◆ **Collected data**

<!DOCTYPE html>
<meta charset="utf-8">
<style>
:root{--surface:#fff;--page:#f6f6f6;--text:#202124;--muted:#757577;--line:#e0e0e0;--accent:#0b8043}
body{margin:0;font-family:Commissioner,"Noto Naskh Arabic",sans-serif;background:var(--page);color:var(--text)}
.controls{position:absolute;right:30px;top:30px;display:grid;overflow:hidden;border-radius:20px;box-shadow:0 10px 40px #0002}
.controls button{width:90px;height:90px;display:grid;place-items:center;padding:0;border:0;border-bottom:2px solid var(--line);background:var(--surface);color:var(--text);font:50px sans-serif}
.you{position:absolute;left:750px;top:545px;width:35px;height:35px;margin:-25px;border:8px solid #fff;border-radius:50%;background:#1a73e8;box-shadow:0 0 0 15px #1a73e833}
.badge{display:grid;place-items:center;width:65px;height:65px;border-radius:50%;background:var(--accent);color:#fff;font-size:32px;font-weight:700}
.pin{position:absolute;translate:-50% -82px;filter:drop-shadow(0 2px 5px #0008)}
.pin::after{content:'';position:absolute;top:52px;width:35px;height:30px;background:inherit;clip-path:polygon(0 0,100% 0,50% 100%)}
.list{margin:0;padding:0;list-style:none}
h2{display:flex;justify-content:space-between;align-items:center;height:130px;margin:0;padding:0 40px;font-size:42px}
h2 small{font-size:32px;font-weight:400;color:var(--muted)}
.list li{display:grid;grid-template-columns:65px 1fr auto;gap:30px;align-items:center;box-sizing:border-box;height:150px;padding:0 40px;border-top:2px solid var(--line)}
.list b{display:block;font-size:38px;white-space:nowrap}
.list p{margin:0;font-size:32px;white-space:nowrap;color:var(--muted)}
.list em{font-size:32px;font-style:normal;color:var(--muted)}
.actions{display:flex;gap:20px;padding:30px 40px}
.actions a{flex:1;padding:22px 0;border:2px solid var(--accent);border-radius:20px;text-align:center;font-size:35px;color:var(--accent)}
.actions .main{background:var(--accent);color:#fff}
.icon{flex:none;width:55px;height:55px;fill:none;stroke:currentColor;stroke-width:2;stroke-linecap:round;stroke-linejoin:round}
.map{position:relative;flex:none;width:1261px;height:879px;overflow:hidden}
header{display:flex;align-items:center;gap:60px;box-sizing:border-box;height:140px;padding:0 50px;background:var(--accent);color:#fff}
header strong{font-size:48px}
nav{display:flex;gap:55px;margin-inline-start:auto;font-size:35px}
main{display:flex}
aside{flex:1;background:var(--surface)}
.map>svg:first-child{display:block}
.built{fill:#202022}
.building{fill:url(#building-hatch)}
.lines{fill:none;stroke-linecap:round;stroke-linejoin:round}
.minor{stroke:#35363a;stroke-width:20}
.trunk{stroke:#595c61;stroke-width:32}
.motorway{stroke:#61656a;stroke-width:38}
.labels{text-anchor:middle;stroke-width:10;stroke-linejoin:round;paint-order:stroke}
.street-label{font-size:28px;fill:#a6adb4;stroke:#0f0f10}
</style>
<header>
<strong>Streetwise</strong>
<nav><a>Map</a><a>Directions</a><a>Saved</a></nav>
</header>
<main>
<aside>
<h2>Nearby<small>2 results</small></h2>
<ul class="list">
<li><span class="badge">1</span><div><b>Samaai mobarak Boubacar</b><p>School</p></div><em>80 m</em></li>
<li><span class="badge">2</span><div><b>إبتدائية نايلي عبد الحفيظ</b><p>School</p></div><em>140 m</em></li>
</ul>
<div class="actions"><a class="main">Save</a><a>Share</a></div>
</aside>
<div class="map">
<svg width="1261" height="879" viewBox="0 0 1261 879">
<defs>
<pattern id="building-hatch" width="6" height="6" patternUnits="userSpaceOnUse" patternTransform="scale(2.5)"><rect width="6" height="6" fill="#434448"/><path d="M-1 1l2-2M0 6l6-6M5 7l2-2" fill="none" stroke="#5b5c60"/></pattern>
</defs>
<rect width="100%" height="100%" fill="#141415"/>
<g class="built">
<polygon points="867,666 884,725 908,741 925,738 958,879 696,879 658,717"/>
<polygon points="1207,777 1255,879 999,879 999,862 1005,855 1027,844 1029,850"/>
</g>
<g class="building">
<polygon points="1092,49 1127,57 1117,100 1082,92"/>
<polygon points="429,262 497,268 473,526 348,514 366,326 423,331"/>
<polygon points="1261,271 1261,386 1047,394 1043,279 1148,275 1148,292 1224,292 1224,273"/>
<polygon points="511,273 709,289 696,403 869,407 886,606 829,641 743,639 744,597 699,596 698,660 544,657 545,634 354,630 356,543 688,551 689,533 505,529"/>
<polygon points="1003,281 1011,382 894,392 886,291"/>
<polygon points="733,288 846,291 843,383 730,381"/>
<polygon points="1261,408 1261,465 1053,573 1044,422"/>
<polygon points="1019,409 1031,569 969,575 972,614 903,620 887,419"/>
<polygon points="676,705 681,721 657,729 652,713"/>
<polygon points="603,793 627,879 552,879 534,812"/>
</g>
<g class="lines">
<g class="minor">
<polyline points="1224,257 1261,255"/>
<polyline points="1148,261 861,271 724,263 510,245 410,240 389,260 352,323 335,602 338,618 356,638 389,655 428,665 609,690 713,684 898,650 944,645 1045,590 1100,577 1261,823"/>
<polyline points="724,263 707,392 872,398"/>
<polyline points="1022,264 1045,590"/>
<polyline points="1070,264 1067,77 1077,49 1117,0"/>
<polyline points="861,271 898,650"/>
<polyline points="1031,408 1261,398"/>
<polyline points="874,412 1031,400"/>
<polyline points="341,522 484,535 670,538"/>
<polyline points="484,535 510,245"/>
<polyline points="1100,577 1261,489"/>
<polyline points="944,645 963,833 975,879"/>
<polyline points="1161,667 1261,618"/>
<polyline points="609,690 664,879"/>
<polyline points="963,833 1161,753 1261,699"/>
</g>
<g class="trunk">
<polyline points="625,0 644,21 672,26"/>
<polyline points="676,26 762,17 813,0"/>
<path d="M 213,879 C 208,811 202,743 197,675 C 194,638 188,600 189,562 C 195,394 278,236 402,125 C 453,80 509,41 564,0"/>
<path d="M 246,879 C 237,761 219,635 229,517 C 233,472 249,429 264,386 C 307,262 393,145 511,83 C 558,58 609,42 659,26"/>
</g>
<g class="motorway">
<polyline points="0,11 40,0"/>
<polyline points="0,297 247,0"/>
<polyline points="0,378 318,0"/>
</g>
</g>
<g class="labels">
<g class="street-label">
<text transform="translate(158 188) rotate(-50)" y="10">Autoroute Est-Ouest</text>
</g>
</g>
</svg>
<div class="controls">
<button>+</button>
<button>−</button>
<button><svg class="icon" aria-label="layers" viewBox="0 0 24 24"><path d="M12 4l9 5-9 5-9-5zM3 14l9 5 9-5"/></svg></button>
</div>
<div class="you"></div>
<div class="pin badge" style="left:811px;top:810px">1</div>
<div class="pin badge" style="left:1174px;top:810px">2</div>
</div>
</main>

◆ **AIM OF THE TASK**
Report the lines above that have the word "nowrap" in them.

◆ **REPLY**
.list b{display:block;font-size:38px;white-space:nowrap}
.list p{margin:0;font-size:32px;white-space:nowrap;color:var(--muted)}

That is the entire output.